Guiyu, a coastal township in southeast China, is the world’s e-waste capital. Since the turn of the century, the area has seen millions of tonnes of electronic leftovers, generated at home and abroad, being routinely dumped. The e-garbage pile began to inflate after some local businessmen taught residents the process of extracting valuable by-products — gold, silver and copper — from motherboards, wires and picture tubes. Poor workers provided the feedstock for this booming industry. But problems began to arise when people fell sick, and the drop in air, water and soil quality caught global attention. “The whole town was blanketed by foul air that smelled of acid. I always felt like coughing,” the South China Morning Post quoted Yang Linxuan, a resident, as saying.

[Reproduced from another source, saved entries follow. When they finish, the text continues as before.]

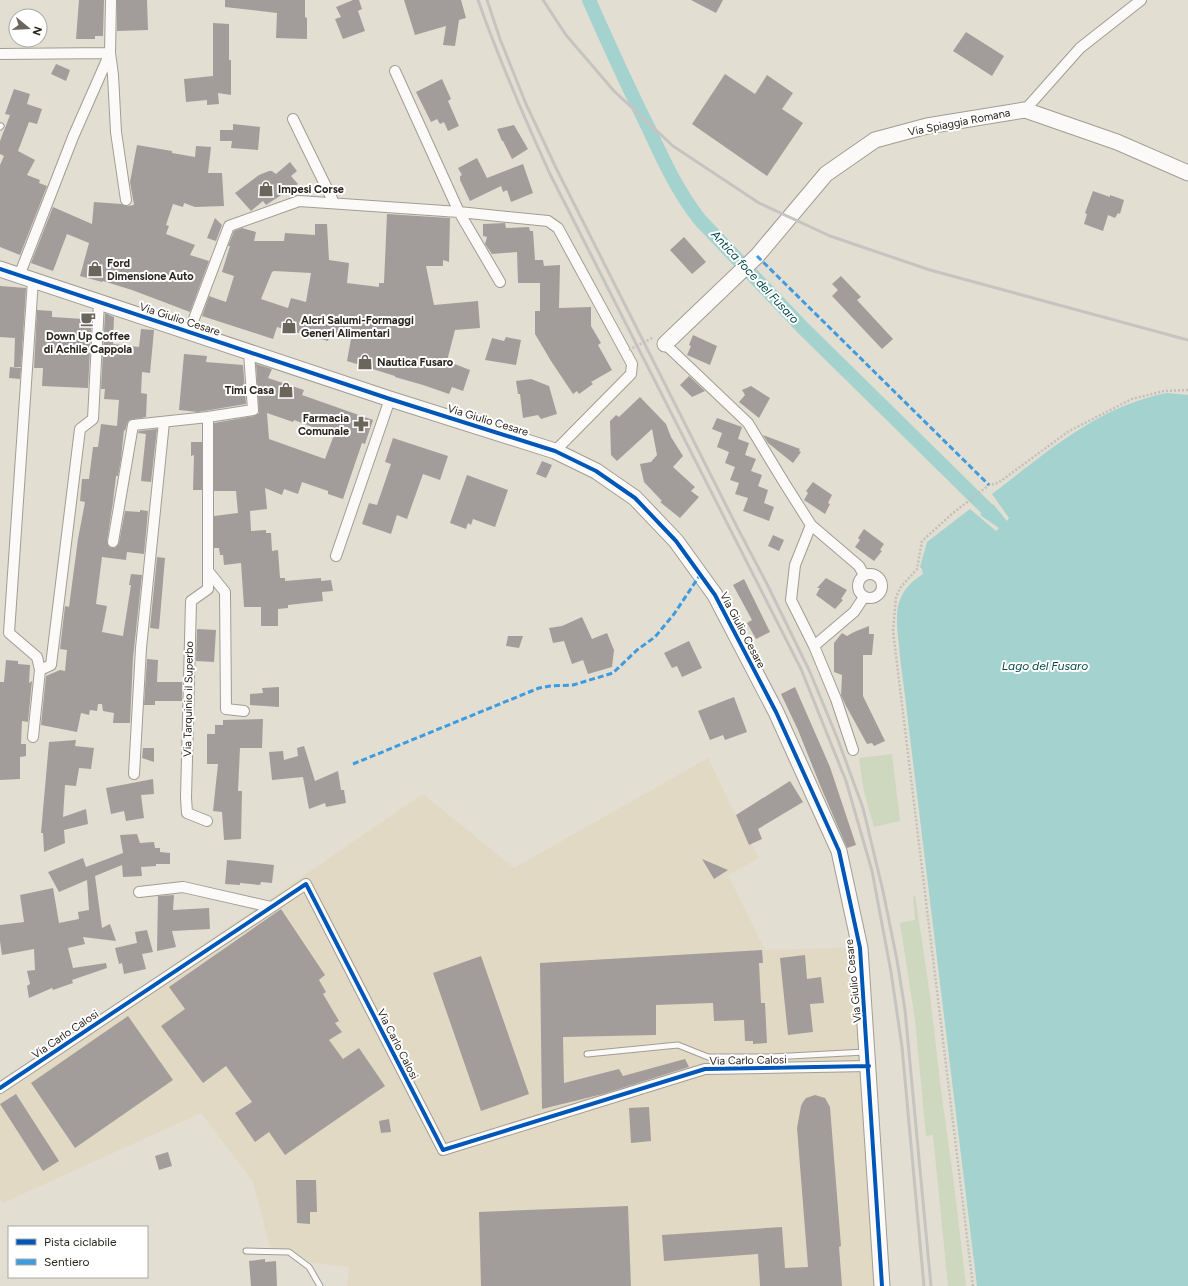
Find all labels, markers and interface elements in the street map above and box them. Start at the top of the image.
north arrow [8,8,48,48]
text: N [30,25,45,37]
street label: Via Spiaggia Romana [907,106,1011,139]
shop icon: Impesi Corse [257,180,275,198]
place label: Impesi Corse [278,183,344,196]
water label: Antica foce del Fusaro [707,227,802,327]
place label: Ford Dimensione Auto [107,257,194,283]
shop icon: Ford Dimensione Auto [86,260,104,278]
street label: Via Giulio Cesare [138,300,222,339]
cafe icon: Down Up Coffee di Achile Cappola [79,310,97,328]
place label: Alcri Salumi-Formaggi Generi Alimentari [301,314,414,340]
shop icon: Alcri Salumi-Formaggi Generi Alimentari [280,317,298,335]
place label: Down Up Coffee di Achile Cappola [44,330,132,356]
shop icon: Nautica Fusaro [356,353,374,371]
place label: Nautica Fusaro [377,356,454,369]
shop icon: Timi Casa [277,381,295,399]
place label: Timi Casa [225,384,274,397]
street label: Via Giulio Cesare [446,402,530,439]
place label: Farmacia Comunale [298,412,349,438]
pharmacy icon: Farmacia Comunale [352,415,370,433]
street label: Via Giulio Cesare [717,590,768,670]
street label: Via Tarquinio il Superbo [181,641,196,757]
water label: Lago del Fusaro [1002,659,1088,673]
street label: Via Giulio Cesare [843,938,864,1023]
street label: Via Carlo Calosi [30,1007,101,1061]
street label: Via Carlo Calosi [374,1007,421,1082]
street label: Via Carlo Calosi [709,1053,787,1068]
legend [8,1226,148,1278]
text: Pista ciclabile [44,1235,117,1249]
text: Sentiero [44,1255,90,1269]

Air contamination followed when mountains of plastic wiring were burnt in open fields to retrieve the embedded copper in them. Acid baths, which combined nitric acid and cyanide, sprang up to extract gold from motherboards. Serious water contamination resulted when untreated effluents, including acid to wash out residual toner ink from cartridges, were channelled into a tributary of the Beigang river, which soon began get choked.

Mercury, fluorine, barium, chromium, and cobalt, which either leach from the waste or are used in processing, are blamed for skin rashes and respiratory problems. The foul air and water can also damage kidneys and the nervous system, and weaken the immune system, heightening the risk of cancer. A study conducted by the Shantou University Medical College in 2014 found that heavy metal contamination had turned the air and water toxic and that children in the town had high levels of lead in their blood.

National embarrassment

The unregulated Guiyu e-waste industry soon became a national embarrassment for China. The local government of the Guangdong province, of which Guiyu is a part, decided to launch a comprehensive plan in 2013. It was decided that instead of the several recycling workshops, known for their blacksmith-type furnaces, with long flues meant to take toxic smoke away into the atmosphere, all recycling activity would be carried out in an industrial park on the outskirts of the town.

Consequently, a $233 million facility became fully operational in December 2015. More than 1,200 workshops were consolidated into 29 big units, which carried out the bulk of the recycling. Guangdong University, specialising in minimising pollution, has been a core partner in this exercise. Simultaneously, the supply chain of bringing e-waste from abroad has been disrupted. In July, Beijing notified the World Trade Organization that it would cease 24 kinds of waste imports by the end of the year.

Despite its efforts, not everyone is convinced. Liu Hua, a campaigner with environmental group Greenpeace’s Beijing office, told the South China Morning Post that there was no fundamental break in the extraction process in the industrial park. He pointed out that “the process of extracting precious metals from e-waste is still polluting”.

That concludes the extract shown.